- Opening Delimiter -

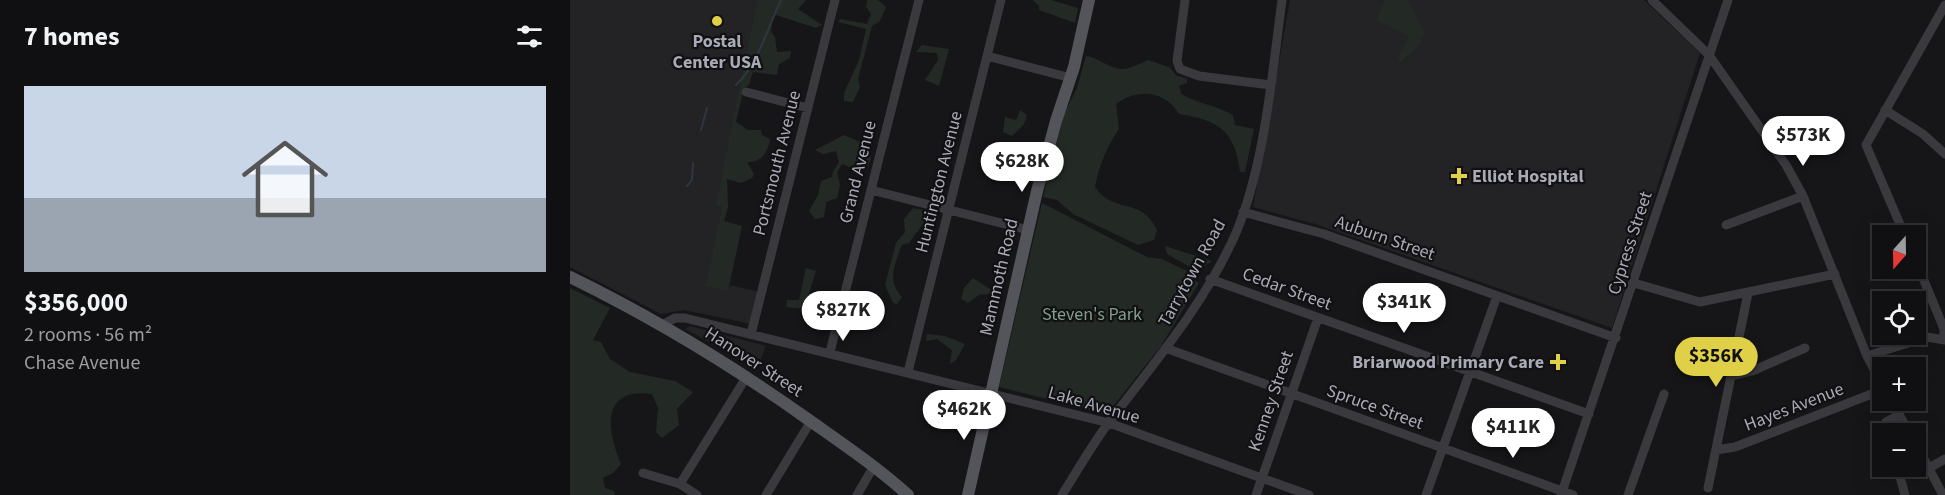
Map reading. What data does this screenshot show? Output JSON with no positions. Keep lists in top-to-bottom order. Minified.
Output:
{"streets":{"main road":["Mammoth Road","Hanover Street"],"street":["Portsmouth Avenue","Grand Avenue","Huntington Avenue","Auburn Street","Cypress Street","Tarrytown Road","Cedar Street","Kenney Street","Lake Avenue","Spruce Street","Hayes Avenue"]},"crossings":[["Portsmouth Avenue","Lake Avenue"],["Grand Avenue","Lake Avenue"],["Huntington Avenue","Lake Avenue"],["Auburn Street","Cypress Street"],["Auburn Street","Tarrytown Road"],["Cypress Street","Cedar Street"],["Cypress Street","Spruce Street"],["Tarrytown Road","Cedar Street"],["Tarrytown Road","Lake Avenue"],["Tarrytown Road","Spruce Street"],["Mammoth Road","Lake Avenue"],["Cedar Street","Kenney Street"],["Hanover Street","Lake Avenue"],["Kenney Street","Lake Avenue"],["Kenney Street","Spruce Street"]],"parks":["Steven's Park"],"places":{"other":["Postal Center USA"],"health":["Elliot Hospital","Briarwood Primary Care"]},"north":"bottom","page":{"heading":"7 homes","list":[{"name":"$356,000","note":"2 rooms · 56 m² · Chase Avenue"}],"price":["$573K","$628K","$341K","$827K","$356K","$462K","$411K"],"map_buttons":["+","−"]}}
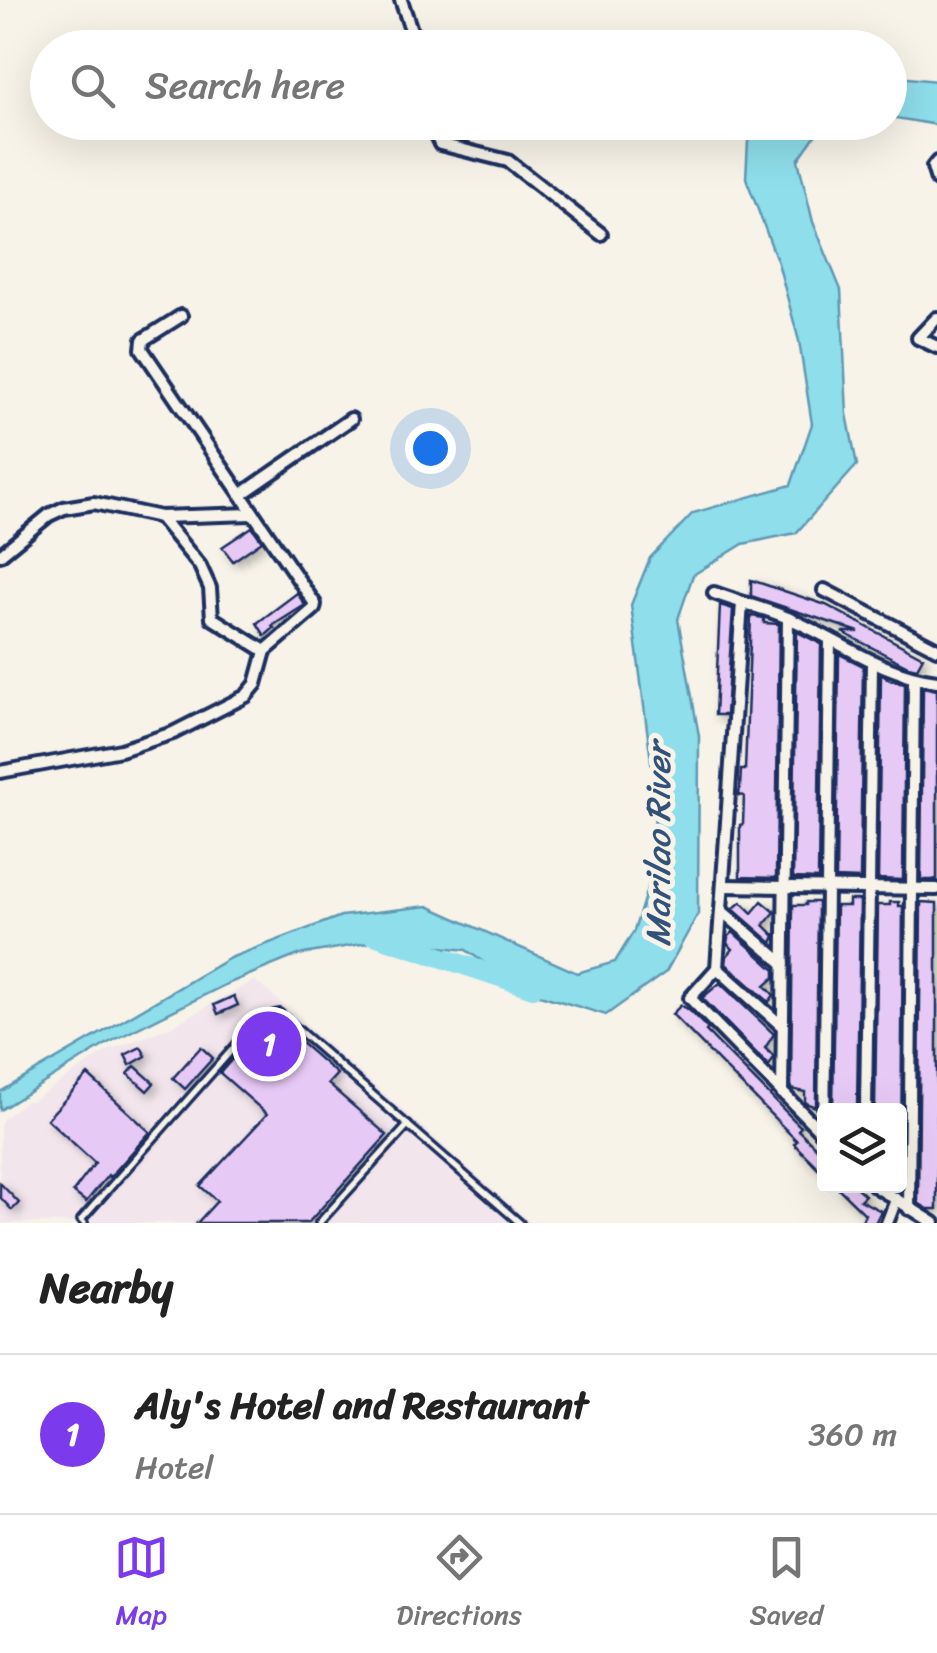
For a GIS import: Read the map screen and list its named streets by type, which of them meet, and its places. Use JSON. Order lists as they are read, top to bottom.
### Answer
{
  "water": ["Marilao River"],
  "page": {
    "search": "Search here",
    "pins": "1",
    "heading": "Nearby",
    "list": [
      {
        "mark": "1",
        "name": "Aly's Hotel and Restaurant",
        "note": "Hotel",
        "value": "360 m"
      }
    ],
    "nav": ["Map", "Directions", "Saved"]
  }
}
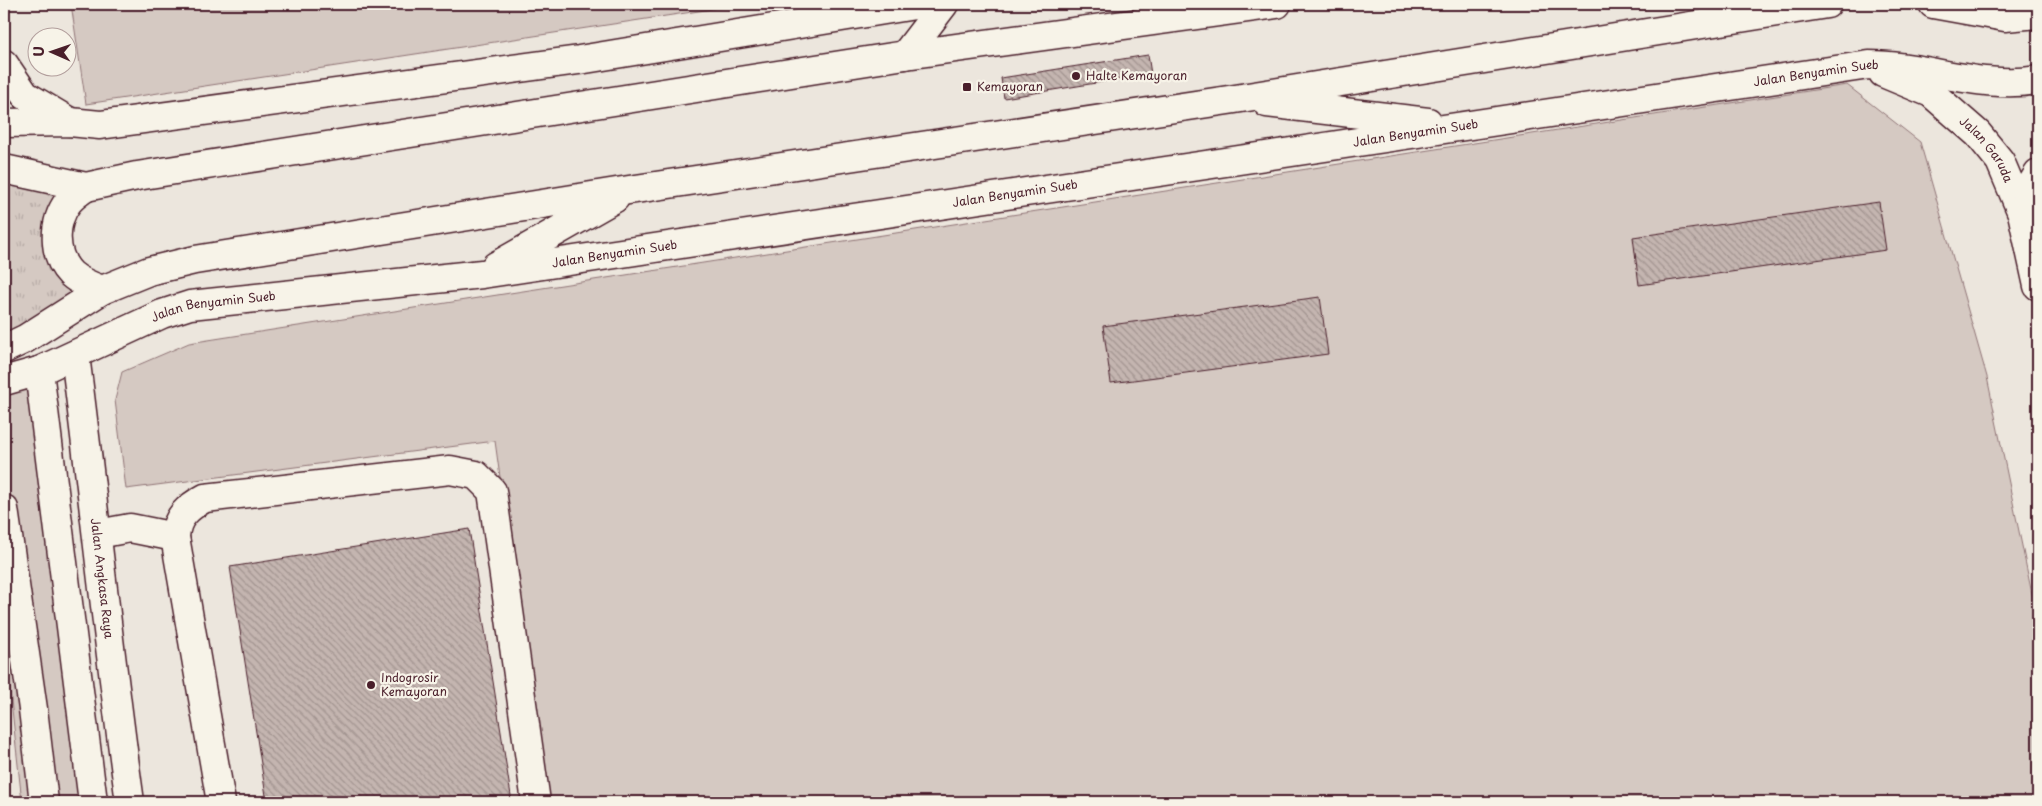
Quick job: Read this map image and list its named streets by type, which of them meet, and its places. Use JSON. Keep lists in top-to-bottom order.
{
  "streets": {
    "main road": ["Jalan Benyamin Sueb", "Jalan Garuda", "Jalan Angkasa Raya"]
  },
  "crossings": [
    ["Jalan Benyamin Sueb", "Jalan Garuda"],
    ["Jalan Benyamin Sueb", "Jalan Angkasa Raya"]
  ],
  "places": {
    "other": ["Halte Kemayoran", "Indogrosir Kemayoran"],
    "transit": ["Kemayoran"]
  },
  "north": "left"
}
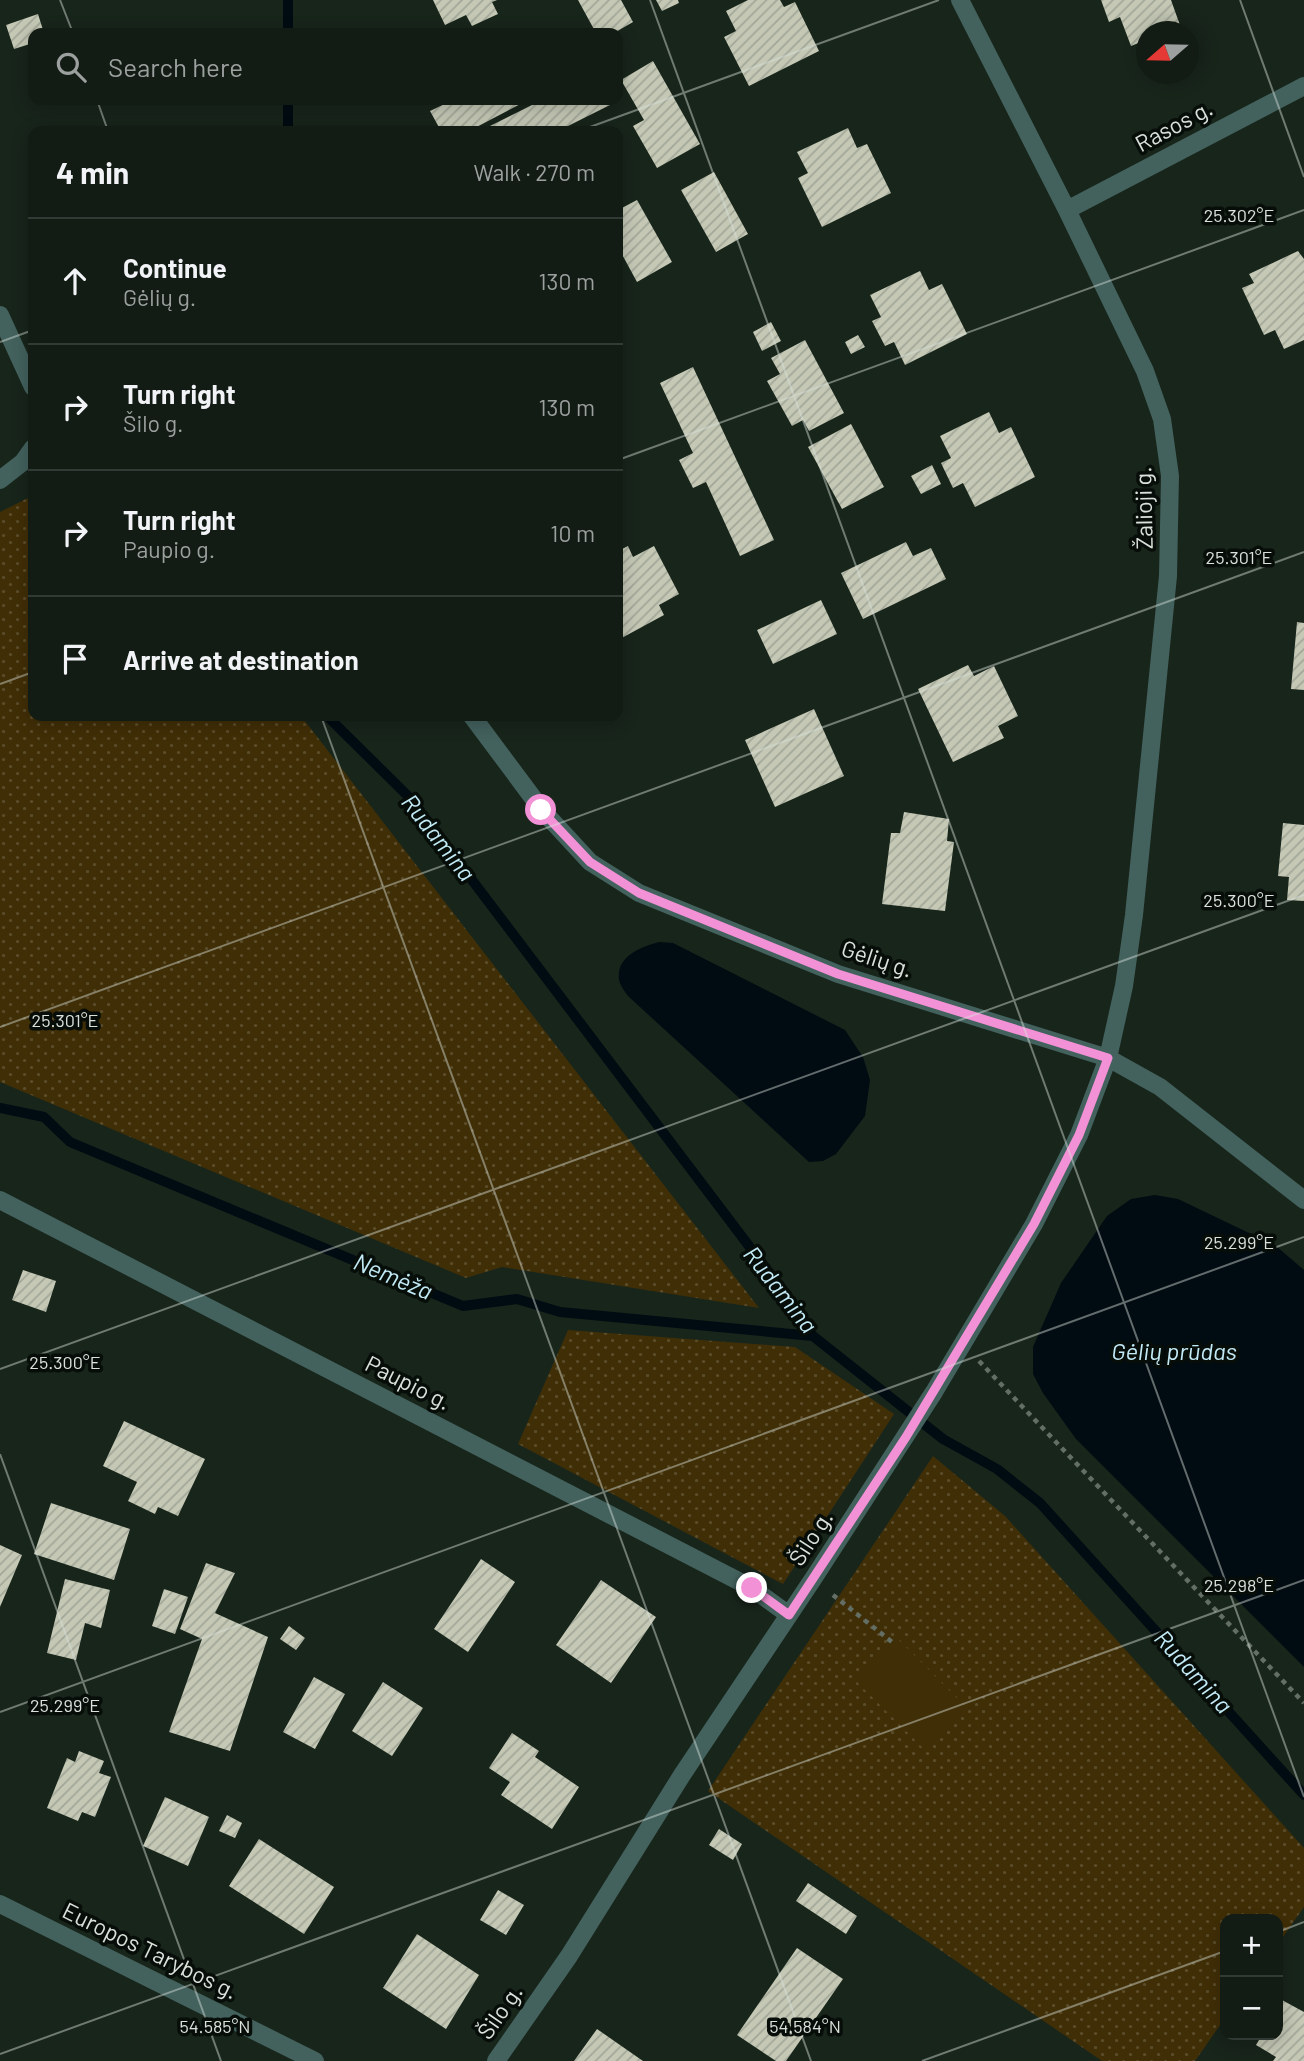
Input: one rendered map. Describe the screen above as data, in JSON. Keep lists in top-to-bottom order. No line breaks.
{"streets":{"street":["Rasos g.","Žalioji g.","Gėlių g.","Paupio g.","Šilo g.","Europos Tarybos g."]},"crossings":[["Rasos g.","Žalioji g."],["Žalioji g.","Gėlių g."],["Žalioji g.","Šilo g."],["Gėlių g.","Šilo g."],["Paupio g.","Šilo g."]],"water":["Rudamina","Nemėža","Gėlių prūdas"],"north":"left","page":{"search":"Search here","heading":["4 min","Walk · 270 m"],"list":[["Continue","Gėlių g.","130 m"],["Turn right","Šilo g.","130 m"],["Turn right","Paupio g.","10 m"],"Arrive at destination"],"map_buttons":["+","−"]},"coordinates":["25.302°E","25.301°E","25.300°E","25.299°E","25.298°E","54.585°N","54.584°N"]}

- Closing Delimiter -

■ Work required ■
Keep the pictures out and transcribe the entries exactly.

■ Solution ■
Map reading. What data does this screenshot show? Output JSON with no positions. Keep lists in top-to-bottom order. Minified.
Output:
{"streets":{"main road":["Mammoth Road","Hanover Street"],"street":["Portsmouth Avenue","Grand Avenue","Huntington Avenue","Auburn Street","Cypress Street","Tarrytown Road","Cedar Street","Kenney Street","Lake Avenue","Spruce Street","Hayes Avenue"]},"crossings":[["Portsmouth Avenue","Lake Avenue"],["Grand Avenue","Lake Avenue"],["Huntington Avenue","Lake Avenue"],["Auburn Street","Cypress Street"],["Auburn Street","Tarrytown Road"],["Cypress Street","Cedar Street"],["Cypress Street","Spruce Street"],["Tarrytown Road","Cedar Street"],["Tarrytown Road","Lake Avenue"],["Tarrytown Road","Spruce Street"],["Mammoth Road","Lake Avenue"],["Cedar Street","Kenney Street"],["Hanover Street","Lake Avenue"],["Kenney Street","Lake Avenue"],["Kenney Street","Spruce Street"]],"parks":["Steven's Park"],"places":{"other":["Postal Center USA"],"health":["Elliot Hospital","Briarwood Primary Care"]},"north":"bottom","page":{"heading":"7 homes","list":[{"name":"$356,000","note":"2 rooms · 56 m² · Chase Avenue"}],"price":["$573K","$628K","$341K","$827K","$356K","$462K","$411K"],"map_buttons":["+","−"]}}
For a GIS import: Read the map screen and list its named streets by type, which of them meet, and its places. Use JSON. Order lists as they are read, top to bottom.
### Answer
{
  "water": ["Marilao River"],
  "page": {
    "search": "Search here",
    "pins": "1",
    "heading": "Nearby",
    "list": [
      {
        "mark": "1",
        "name": "Aly's Hotel and Restaurant",
        "note": "Hotel",
        "value": "360 m"
      }
    ],
    "nav": ["Map", "Directions", "Saved"]
  }
}
Quick job: Read this map image and list its named streets by type, which of them meet, and its places. Use JSON. Keep lists in top-to-bottom order.
{
  "streets": {
    "main road": ["Jalan Benyamin Sueb", "Jalan Garuda", "Jalan Angkasa Raya"]
  },
  "crossings": [
    ["Jalan Benyamin Sueb", "Jalan Garuda"],
    ["Jalan Benyamin Sueb", "Jalan Angkasa Raya"]
  ],
  "places": {
    "other": ["Halte Kemayoran", "Indogrosir Kemayoran"],
    "transit": ["Kemayoran"]
  },
  "north": "left"
}
Input: one rendered map. Describe the screen above as data, in JSON. Keep lists in top-to-bottom order. No line breaks.
{"streets":{"street":["Rasos g.","Žalioji g.","Gėlių g.","Paupio g.","Šilo g.","Europos Tarybos g."]},"crossings":[["Rasos g.","Žalioji g."],["Žalioji g.","Gėlių g."],["Žalioji g.","Šilo g."],["Gėlių g.","Šilo g."],["Paupio g.","Šilo g."]],"water":["Rudamina","Nemėža","Gėlių prūdas"],"north":"left","page":{"search":"Search here","heading":["4 min","Walk · 270 m"],"list":[["Continue","Gėlių g.","130 m"],["Turn right","Šilo g.","130 m"],["Turn right","Paupio g.","10 m"],"Arrive at destination"],"map_buttons":["+","−"]},"coordinates":["25.302°E","25.301°E","25.300°E","25.299°E","25.298°E","54.585°N","54.584°N"]}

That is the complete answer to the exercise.